Researchers Master Control of Proteins in Living Animals

Researchers have pioneered a groundbreaking method that enables precise control of protein levels in living animals throughout their lifespan. This innovative technique not only enhances the understanding of biological processes but also opens new avenues for investigating aging and disease. The findings, led by scientists from the Center for Genomic Regulation in Barcelona and the University of Cambridge, were published on December 12, 2025, in the journal Nature Communications.

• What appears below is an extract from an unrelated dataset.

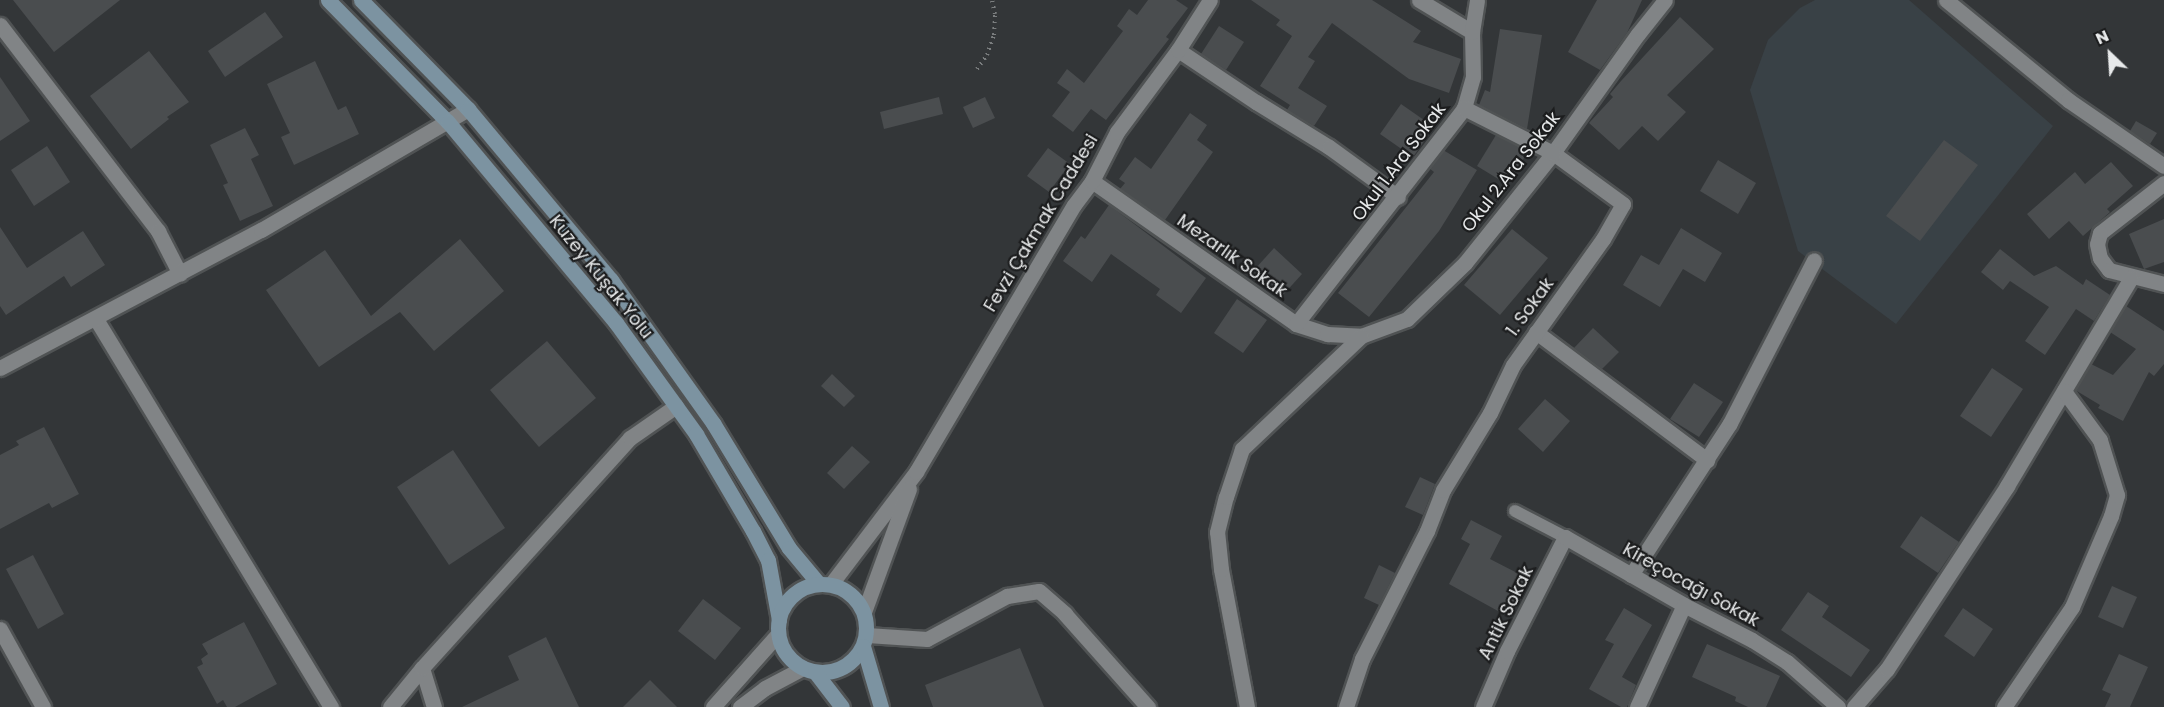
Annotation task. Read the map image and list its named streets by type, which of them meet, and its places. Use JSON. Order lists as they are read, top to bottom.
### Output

Revolutionizing Protein Control

The research team successfully manipulated protein levels in the intestines and neurons of the nematode worm Caenorhabditis elegans. Their ability to adjust protein concentrations with precision marks a significant advancement in molecular biology. As noted by Dr. Nicholas Stroustrup, a researcher at the Center for Genomic Regulation, “No protein acts alone. Our new approach lets us study how multiple proteins in different tissues cooperate to control how the body functions and ages.”

This method addresses a critical limitation of prior techniques, which often focused on binary on/off switches for protein activity. Traditional approaches could not adequately separate the effects of proteins across different body parts or provide the nuanced control necessary for understanding complex biological interactions.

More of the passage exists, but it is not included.